The story behind DOT's cyber makeover

Richard McKinney says that when he came to the Transportation Department as CIO in May 2013, the agency's reputation for cybersecurity was dismal -- marked by insufficient staff, inconsistent tools and siloed visibility.

"If you're not doing well in cybersecurity, that's like the canary in the coal mine," McKinney told attendees at the Aug. 13 Federal Forum in Washington, D.C. "It's indicative of other things. It's indicative of infrastructure and governance. I don't know anyone who is doing IT very well and screwing up in cyber."

When McKinney arrived at DOT, Chief Information Security Officer Joe Albough had already engaged Mischel Kwon and Associates, a cyber services and strategy consultancy, to do an analysis of the department's cyber posture.

A few months later, Kwon came to a meeting with DOT leadership and went through the cyber analysis, McKinney said.

"It was a very sobering experience for all the operation administrators there," McKinney said. "You could hear a pin drop when she was done and the secretary said, 'Richard, we're going to fix this'"

To accomplish that task, one of the things McKinney needed was to understand why DOT was so far behind.

What he found, he said, was that users were one of the main roadblocks — they were reluctant to engage on the issue and felt that taking additional cyber measures was inconvenient. So McKinney made using cyber tools mandatory for his 400-person staff, an act of will that began to bring people on board.

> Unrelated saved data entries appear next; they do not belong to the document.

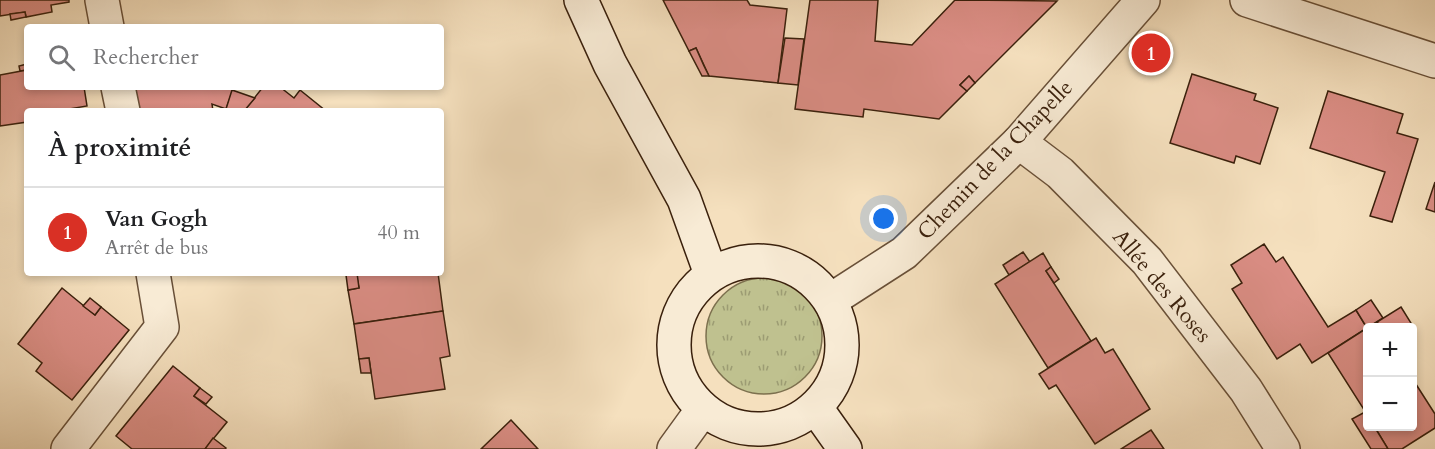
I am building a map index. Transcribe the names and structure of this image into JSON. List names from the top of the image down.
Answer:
{
  "streets": {
    "street": ["Chemin de la Chapelle", "Allée des Roses"]
  },
  "crossings": [
    ["Chemin de la Chapelle", "Allée des Roses"]
  ],
  "page": {
    "search": "Rechercher",
    "pins": "1",
    "heading": "À proximité",
    "list": [
      {
        "mark": "1",
        "name": "Van Gogh",
        "note": "Arrêt de bus",
        "value": "40 m"
      }
    ],
    "map_buttons": ["+", "−"]
  }
}
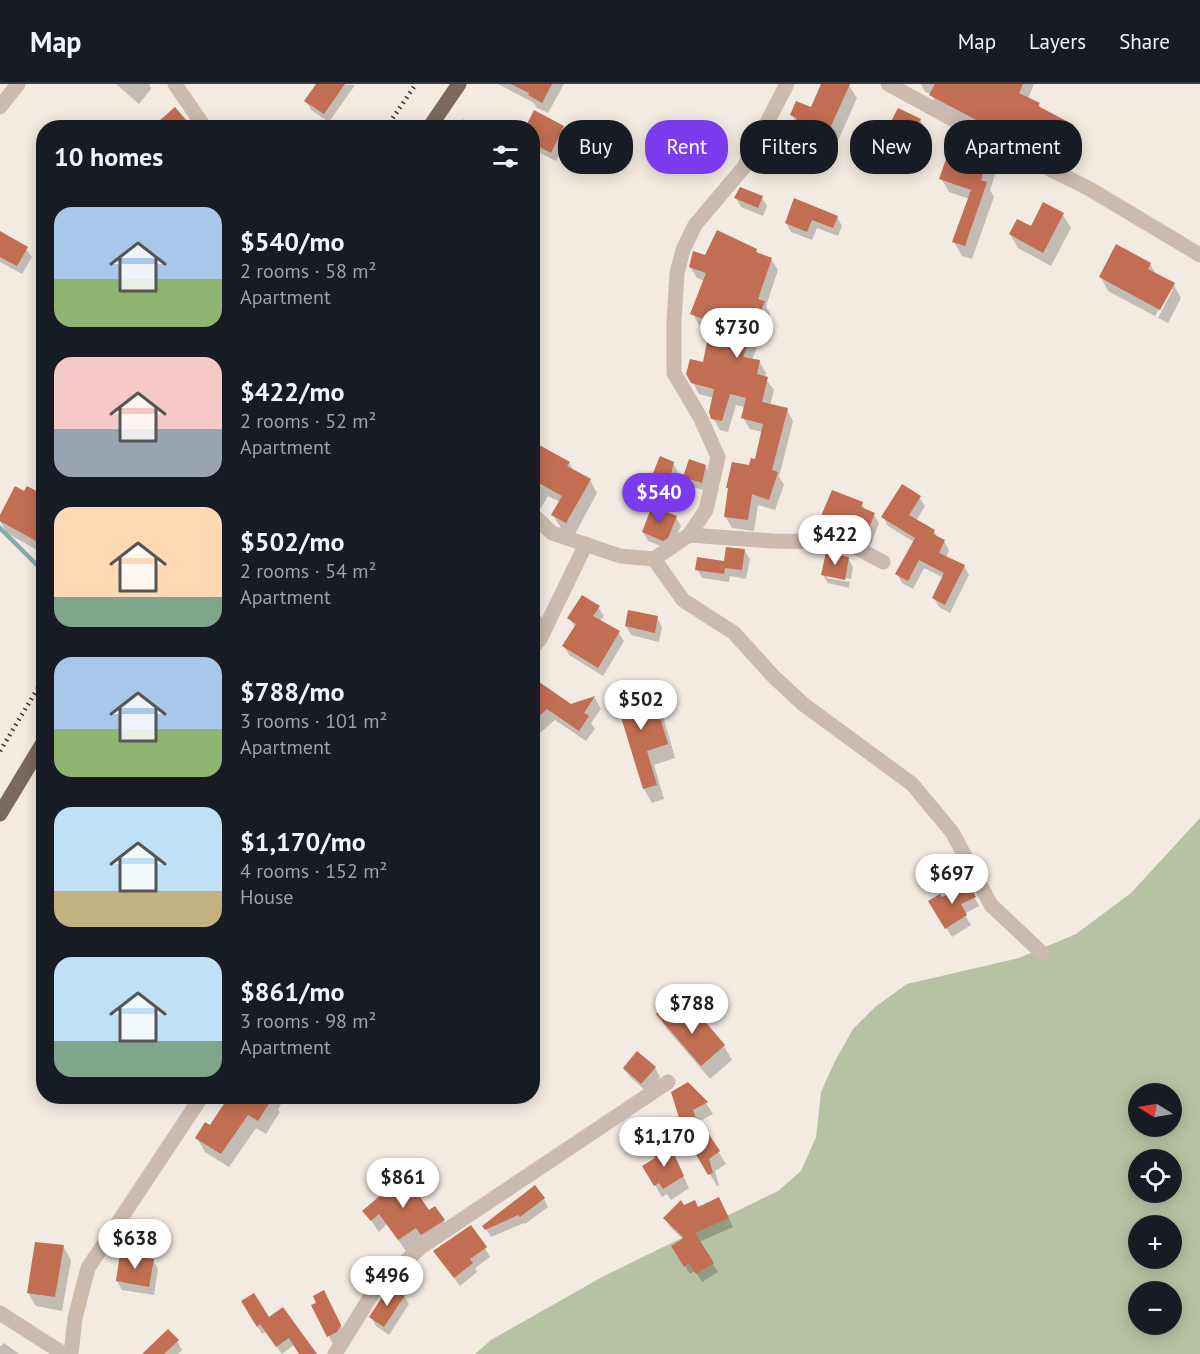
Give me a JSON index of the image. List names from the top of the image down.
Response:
{
  "north": "left",
  "page": {
    "header": "Map",
    "nav": ["Map", "Layers", "Share"],
    "chip": [
      "Buy",
      "Rent",
      "Filters",
      "New",
      "Apartment"
    ],
    "heading": "10 homes",
    "list": [
      {
        "name": "$540/mo",
        "note": "2 rooms · 58 m² · Apartment"
      },
      {
        "name": "$422/mo",
        "note": "2 rooms · 52 m² · Apartment"
      },
      {
        "name": "$502/mo",
        "note": "2 rooms · 54 m² · Apartment"
      },
      {
        "name": "$788/mo",
        "note": "3 rooms · 101 m² · Apartment"
      },
      {
        "name": "$1,170/mo",
        "note": "4 rooms · 152 m² · House"
      },
      {
        "name": "$861/mo",
        "note": "3 rooms · 98 m² · Apartment"
      }
    ],
    "price": [
      "$730",
      "$540",
      "$422",
      "$502",
      "$697",
      "$788",
      "$1,170",
      "$861",
      "$638",
      "$496"
    ],
    "map_buttons": ["+", "−"]
  }
}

Under McKinney, DOT was in the first wave of agencies implementing the Department of Homeland Security's continuous monitoring program.

"This quest to be bulletproof isn't the right way to approach cybersecurity," McKinney said. "The right way to approach cybersecurity is thinking about how quick you respond, how agile you are, how quick do you share information about incidents and penetrations. It's more about how you operate day to day to day."